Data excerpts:
::::
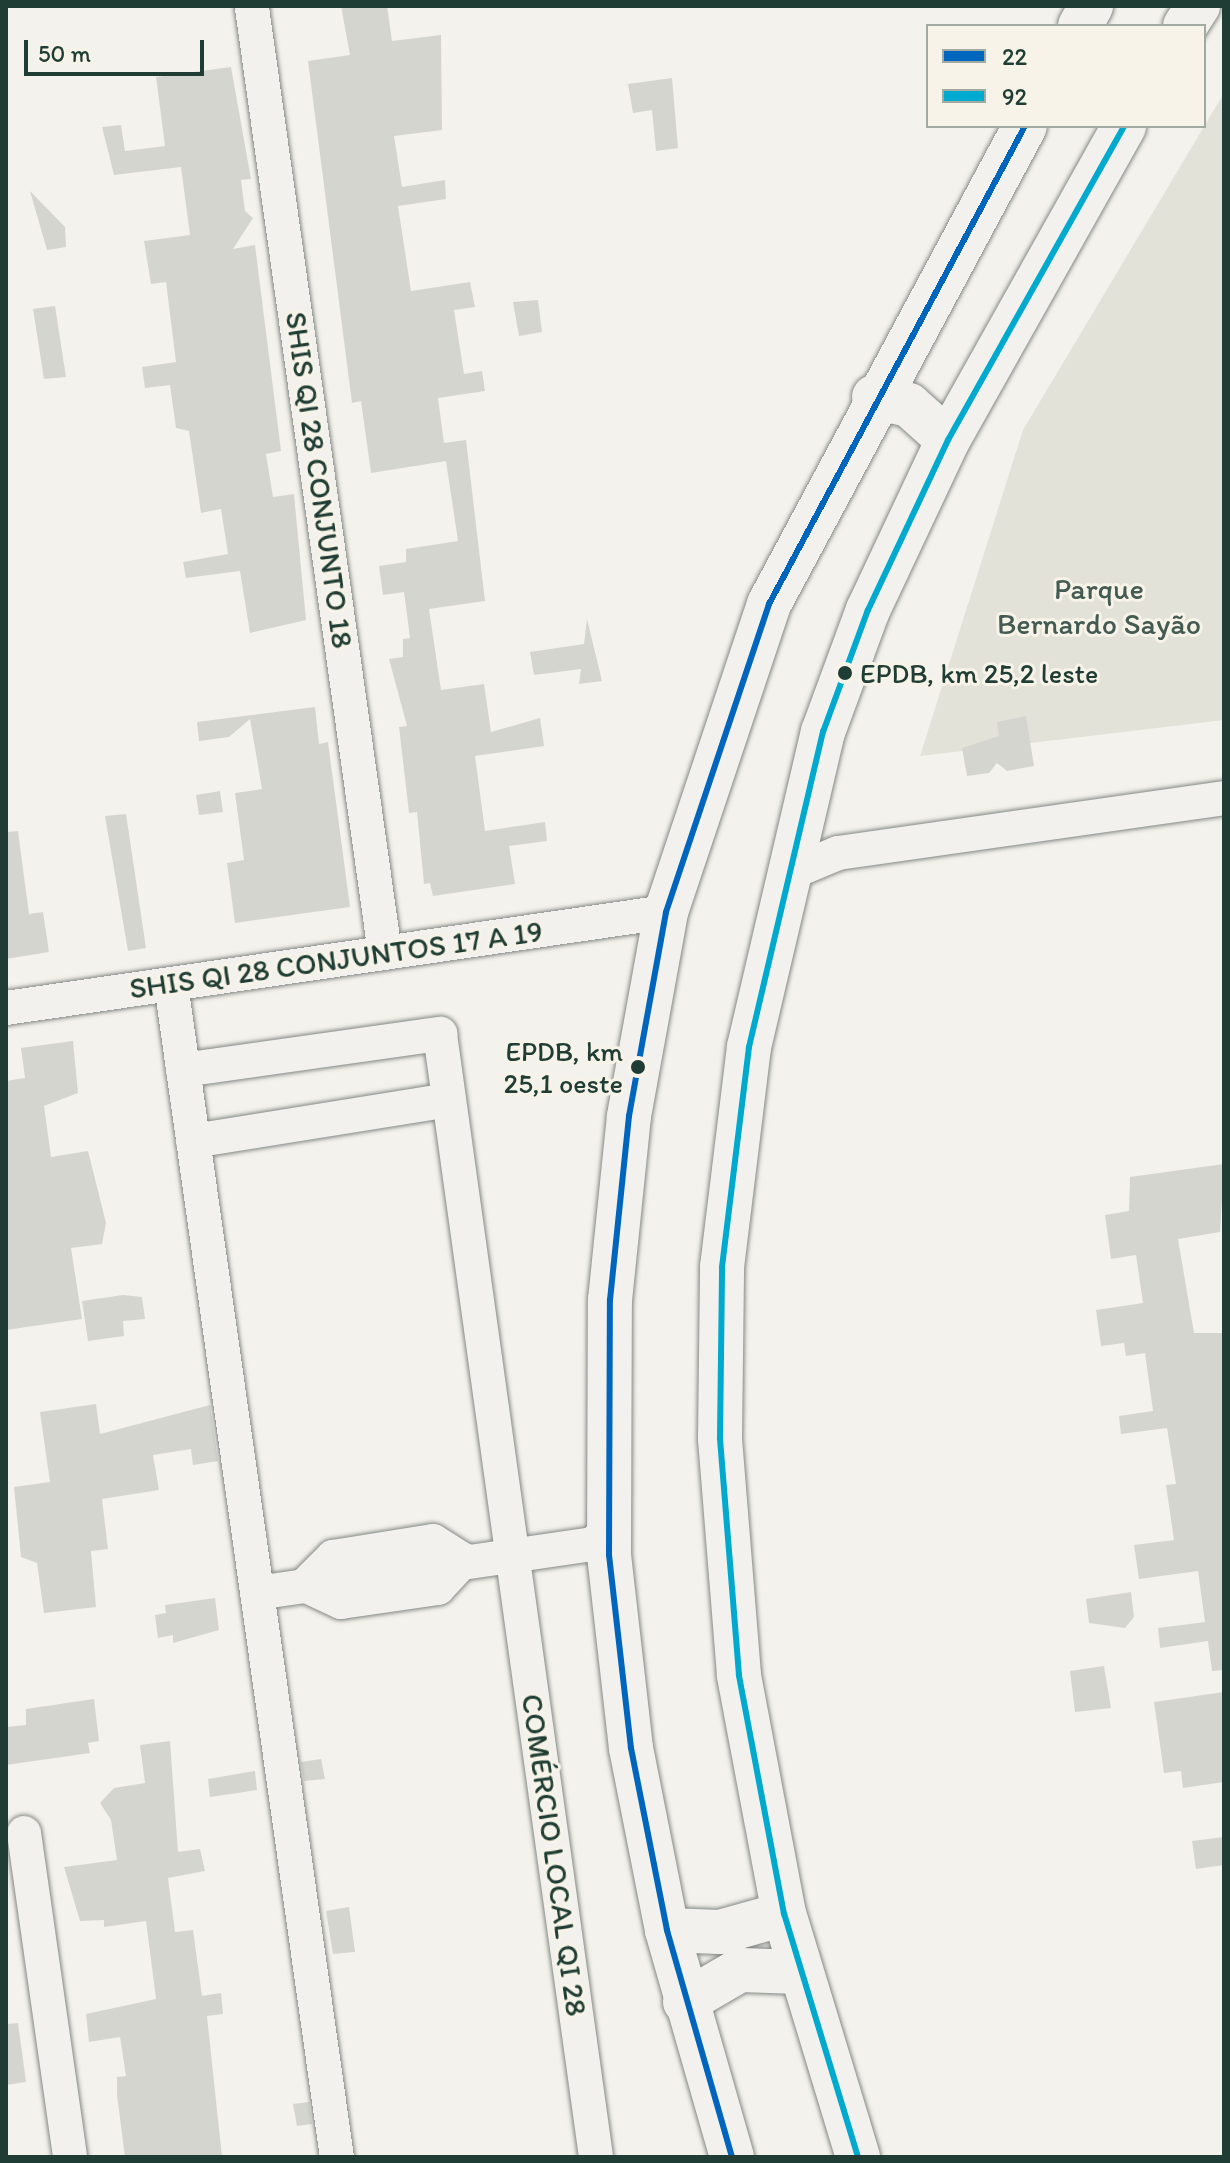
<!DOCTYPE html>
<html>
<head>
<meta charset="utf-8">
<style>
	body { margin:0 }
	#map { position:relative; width:1230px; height:2163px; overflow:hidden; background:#f4f2ec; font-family:Itim,sans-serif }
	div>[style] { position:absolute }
	.green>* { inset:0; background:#e2e2d9 }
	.building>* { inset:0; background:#d5d5d0 }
	.roads { filter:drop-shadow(0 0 2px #848985) drop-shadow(0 0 2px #848985) }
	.minor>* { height:34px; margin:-17px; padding:0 17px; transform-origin:17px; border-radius:17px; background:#f2f1ed }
	.major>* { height:44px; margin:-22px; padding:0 22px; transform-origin:22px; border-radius:22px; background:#f2f1ed }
	.bus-1>* { height:6px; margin:-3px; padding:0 3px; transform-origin:3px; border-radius:3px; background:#0065bd }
	.bus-2>* { height:6px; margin:-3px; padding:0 3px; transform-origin:3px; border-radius:3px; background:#00a9ce }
	.dots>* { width:22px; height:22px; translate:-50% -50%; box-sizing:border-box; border:4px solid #f7f3e8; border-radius:50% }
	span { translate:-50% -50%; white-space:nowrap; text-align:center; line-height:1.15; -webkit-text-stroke:6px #f7f3e8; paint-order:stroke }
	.bus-label { font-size:28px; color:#1f3d34 }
	.left { translate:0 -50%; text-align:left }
	.right { translate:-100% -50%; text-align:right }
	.street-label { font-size:30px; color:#1f3d34 }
	.park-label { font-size:30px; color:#435b52 }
	.frame { position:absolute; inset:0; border:8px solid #1f3d34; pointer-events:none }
	.legend { position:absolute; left:926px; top:24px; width:280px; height:104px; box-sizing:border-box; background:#f7f3e8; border:2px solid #a1aaa0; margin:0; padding:10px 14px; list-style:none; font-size:24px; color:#1f3d34 }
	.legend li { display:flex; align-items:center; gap:16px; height:40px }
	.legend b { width:40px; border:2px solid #a1aaa0 }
	.scale { position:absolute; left:24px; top:40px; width:180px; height:36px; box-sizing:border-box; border:4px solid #1f3d34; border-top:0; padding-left:10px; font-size:24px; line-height:28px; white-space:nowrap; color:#1f3d34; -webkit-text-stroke:6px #f7f3e8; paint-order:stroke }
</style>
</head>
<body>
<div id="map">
	<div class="green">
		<div style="clip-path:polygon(1224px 93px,1224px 720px,920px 756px,1023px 430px)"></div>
	</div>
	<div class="building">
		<div style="clip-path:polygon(341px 6px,387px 6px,392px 41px,441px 35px,442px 130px,394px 136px,402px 187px,445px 180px,446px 199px,398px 206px,411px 291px,470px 282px,475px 307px,454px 310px,464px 374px,482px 371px,485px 391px,438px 398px,444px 443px,466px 440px,485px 601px,429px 609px,441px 690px,484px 684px,491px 732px,540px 718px,544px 746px,475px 756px,485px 831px,545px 822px,547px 841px,509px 846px,515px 884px,433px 896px,430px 883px,424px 884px,417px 812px,409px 813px,399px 727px,407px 726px,389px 659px,403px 657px,403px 639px,410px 638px,404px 592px,383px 595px,379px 566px,406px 562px,406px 549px,458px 541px,446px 461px,371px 473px,361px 401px,352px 403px,308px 61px,350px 55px)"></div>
		<div style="clip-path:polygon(231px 67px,251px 179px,241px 180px,245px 211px,253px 218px,233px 249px,255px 245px,281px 451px,266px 454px,273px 497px,294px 494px,306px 620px,250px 633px,240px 571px,186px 578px,183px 562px,228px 554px,221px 509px,201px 513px,189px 431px,176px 428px,170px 385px,145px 388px,142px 367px,176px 362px,166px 282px,151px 284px,144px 241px,190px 235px,181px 167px,114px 175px,102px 127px,121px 125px,125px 151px,165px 146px,156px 77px)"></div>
		<div style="clip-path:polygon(672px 78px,678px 148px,656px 151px,652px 110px,633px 113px,628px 84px)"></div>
		<div style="clip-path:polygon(30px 191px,65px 227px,66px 247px,47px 250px)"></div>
		<div style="clip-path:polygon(538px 300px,542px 332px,519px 336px,513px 302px)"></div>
		<div style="clip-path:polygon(55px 306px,66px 377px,44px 379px,33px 309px)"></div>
		<div style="clip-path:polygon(587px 619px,602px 681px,579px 684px,581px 669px,534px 675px,530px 652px,584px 644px)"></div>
		<div style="clip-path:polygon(315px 707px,319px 744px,328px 742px,350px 907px,235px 923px,227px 863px,244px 860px,235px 793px,262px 789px,250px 719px,229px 737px,199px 741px,197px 722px)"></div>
		<div style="clip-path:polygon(1026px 716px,1034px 766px,1007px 771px,997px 763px,989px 773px,967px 776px,962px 748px,999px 736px,997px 722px)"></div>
		<div style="clip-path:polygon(220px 791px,223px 812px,199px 815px,196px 795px)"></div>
		<div style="clip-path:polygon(126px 814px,146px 948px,128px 951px,105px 816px)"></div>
		<div style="clip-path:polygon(18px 831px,29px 914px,43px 912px,49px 952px,6px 959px,6px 832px)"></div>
		<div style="clip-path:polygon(73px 1041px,78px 1093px,44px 1106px,51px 1157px,88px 1151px,106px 1223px,102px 1244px,71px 1248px,82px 1319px,6px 1330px,6px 1081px,25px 1078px,21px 1048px)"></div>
		<div style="clip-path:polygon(1224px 1164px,1220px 1232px,1178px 1239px,1194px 1333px,1224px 1333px,1224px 1670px,1212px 1671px,1208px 1641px,1160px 1648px,1158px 1628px,1205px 1622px,1198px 1571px,1139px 1579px,1134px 1545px,1174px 1540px,1166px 1485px,1176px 1484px,1167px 1428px,1121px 1434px,1119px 1416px,1153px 1411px,1145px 1353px,1126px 1356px,1124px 1343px,1101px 1346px,1096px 1310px,1143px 1303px,1136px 1255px,1111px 1259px,1105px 1215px,1129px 1211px,1130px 1177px)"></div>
		<div style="clip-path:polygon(123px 1295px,142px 1297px,145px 1319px,123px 1321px,124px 1336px,88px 1341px,82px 1301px)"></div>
		<div style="clip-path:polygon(96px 1404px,100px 1434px,210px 1405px,218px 1461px,193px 1465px,191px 1449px,153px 1455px,159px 1490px,102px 1499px,108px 1549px,91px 1551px,96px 1607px,44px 1613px,37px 1563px,21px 1557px,14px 1487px,50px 1482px,40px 1412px)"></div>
		<div style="clip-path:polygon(1131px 1592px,1134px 1617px,1125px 1628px,1089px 1623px,1086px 1599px)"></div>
		<div style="clip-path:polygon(215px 1598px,219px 1630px,173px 1643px,173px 1635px,158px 1638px,155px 1615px,166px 1613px,165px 1605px)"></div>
		<div style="clip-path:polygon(1104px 1666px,1111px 1708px,1075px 1712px,1070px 1671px)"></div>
		<div style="clip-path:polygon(1224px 1692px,1224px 1782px,1183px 1788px,1181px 1771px,1164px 1773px,1154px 1702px)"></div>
		<div style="clip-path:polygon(94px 1699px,99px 1741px,88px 1743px,90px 1753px,6px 1765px,6px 1727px,26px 1725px,26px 1709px)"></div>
		<div style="clip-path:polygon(170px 1741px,178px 1852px,200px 1849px,205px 1871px,168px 1878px,175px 1932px,193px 1930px,202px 1996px,221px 1993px,223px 2014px,207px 2016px,222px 2157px,125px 2157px,117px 2095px,117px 2077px,126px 2076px,120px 2037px,89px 2042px,86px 2014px,156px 1999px,146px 1921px,104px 1927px,104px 1920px,80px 1921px,64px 1867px,117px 1860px,111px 1820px,100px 1803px,114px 1788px,145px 1783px,140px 1745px)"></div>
		<div style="clip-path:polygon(321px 1759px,325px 1779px,304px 1781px,301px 1762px)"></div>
		<div style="clip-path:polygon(255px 1771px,257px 1790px,210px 1797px,208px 1779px)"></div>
		<div style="clip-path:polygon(1224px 1837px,1224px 1865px,1196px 1869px,1192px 1841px)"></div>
		<div style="clip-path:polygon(349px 1907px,355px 1952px,333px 1954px,326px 1911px)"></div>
		<div style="clip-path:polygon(18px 2023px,26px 2082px,6px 2085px,6px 2024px)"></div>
		<div style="clip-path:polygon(309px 2102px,312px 2124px,297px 2126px,293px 2104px)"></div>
	</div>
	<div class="roads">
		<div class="minor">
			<div style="left:252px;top:8px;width:954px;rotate:81.99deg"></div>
			<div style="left:790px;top:873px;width:52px;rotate:-22.6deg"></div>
			<div style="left:838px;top:853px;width:390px;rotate:-8.1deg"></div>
			<div style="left:171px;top:984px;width:1185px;rotate:81.95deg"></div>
			<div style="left:6px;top:1008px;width:667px;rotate:-8.28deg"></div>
			<div style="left:183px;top:1070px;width:260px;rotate:-8deg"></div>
			<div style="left:440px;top:1034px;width:1134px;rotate:82.09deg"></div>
			<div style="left:193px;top:1141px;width:259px;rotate:-9.1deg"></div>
			<div style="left:433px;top:1541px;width:36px;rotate:32deg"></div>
			<div style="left:464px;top:1560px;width:38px;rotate:133deg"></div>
			<div style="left:438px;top:1588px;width:98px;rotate:171.8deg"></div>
			<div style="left:341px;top:1602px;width:40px;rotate:-155deg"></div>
			<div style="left:305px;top:1585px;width:40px;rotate:-45deg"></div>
			<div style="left:333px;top:1557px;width:101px;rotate:-9.1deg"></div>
			<div style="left:257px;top:1593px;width:341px;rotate:-8.3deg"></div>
			<div style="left:594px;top:1544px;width:21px;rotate:-49deg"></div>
			<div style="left:24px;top:1833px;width:327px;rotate:81.9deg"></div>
		</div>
		<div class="major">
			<div style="left:1080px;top:26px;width:23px;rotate:-61deg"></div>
			<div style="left:1185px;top:26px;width:24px;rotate:-57deg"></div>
			<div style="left:874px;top:397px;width:36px;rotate:13deg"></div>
			<div style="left:909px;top:405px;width:52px;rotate:41.9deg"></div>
			<div style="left:667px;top:1930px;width:53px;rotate:2.2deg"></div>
			<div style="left:720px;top:1932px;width:66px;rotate:-15.7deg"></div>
			<div style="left:685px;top:2002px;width:64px;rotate:-30.2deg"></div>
			<div style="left:740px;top:1970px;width:60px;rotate:1.9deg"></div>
			<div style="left:732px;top:2157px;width:236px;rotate:-106deg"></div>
			<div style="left:667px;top:1930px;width:186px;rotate:-101.2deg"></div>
			<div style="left:631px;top:1748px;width:194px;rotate:-96.5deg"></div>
			<div style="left:609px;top:1555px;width:255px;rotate:-89.8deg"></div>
			<div style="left:610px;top:1300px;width:185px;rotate:-84.1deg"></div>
			<div style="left:629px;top:1116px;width:207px;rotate:-79.7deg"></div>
			<div style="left:666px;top:912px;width:325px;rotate:-71.5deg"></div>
			<div style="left:769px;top:604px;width:542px;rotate:-61.83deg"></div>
			<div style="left:858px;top:2157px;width:254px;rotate:-106.9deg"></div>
			<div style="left:784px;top:1914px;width:243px;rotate:-100.7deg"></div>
			<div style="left:739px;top:1675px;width:238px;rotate:-94.6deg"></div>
			<div style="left:720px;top:1438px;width:171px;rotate:-89.3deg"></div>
			<div style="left:722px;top:1267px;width:222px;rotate:-83deg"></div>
			<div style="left:749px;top:1047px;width:324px;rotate:-76.8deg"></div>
			<div style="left:823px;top:732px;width:130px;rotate:-69.8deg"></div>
			<div style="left:868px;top:610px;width:188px;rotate:-64.8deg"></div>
			<div style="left:948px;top:440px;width:360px;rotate:-60.7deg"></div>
		</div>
	</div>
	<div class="bus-1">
		<div style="left:732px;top:2157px;width:236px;rotate:-106deg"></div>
		<div style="left:667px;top:1930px;width:186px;rotate:-101.2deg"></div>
		<div style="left:631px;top:1748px;width:194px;rotate:-96.5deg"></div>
		<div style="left:609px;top:1555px;width:255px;rotate:-89.8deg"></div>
		<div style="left:610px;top:1300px;width:185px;rotate:-84.1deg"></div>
		<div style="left:629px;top:1116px;width:207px;rotate:-79.7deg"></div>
		<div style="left:666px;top:912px;width:325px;rotate:-71.5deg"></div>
		<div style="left:769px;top:604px;width:542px;rotate:-61.83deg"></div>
	</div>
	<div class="bus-2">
		<div style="left:858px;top:2157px;width:254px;rotate:-106.9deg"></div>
		<div style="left:784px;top:1914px;width:243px;rotate:-100.7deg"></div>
		<div style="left:739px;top:1675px;width:238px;rotate:-94.6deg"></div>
		<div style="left:720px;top:1438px;width:171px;rotate:-89.3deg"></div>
		<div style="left:722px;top:1267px;width:222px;rotate:-83deg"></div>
		<div style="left:749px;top:1047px;width:324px;rotate:-76.8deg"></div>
		<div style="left:823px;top:732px;width:130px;rotate:-69.8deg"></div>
		<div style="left:868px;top:610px;width:188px;rotate:-64.8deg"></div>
		<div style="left:948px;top:440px;width:360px;rotate:-60.7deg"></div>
	</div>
	<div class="dots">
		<div style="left:845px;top:673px;background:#1f3d34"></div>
		<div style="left:638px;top:1067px;background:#1f3d34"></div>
	</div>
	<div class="bus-label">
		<span class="left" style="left:860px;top:673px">EPDB, km 25,2 leste</span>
		<span class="right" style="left:623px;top:1067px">EPDB, km<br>25,1 oeste</span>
	</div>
	<div class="street-label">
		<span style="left:319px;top:480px;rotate:82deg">SHIS QI 28 CONJUNTO 18</span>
		<span style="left:336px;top:960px;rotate:-8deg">SHIS QI 28 CONJUNTOS 17 A 19</span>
		<span style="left:554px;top:1855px;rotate:82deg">COMÉRCIO LOCAL QI 28</span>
	</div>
	<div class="park-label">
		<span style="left:1099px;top:606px">Parque<br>Bernardo Sayão</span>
	</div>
	<div class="frame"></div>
	<ul class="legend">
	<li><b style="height:10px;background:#0065bd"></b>22</li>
	<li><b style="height:10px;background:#00a9ce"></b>92</li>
	</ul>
	<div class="scale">50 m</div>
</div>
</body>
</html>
::::
Exercise: Exactly one number is wanted in reply: the count of lines above that hold the string "center".

Task result: 2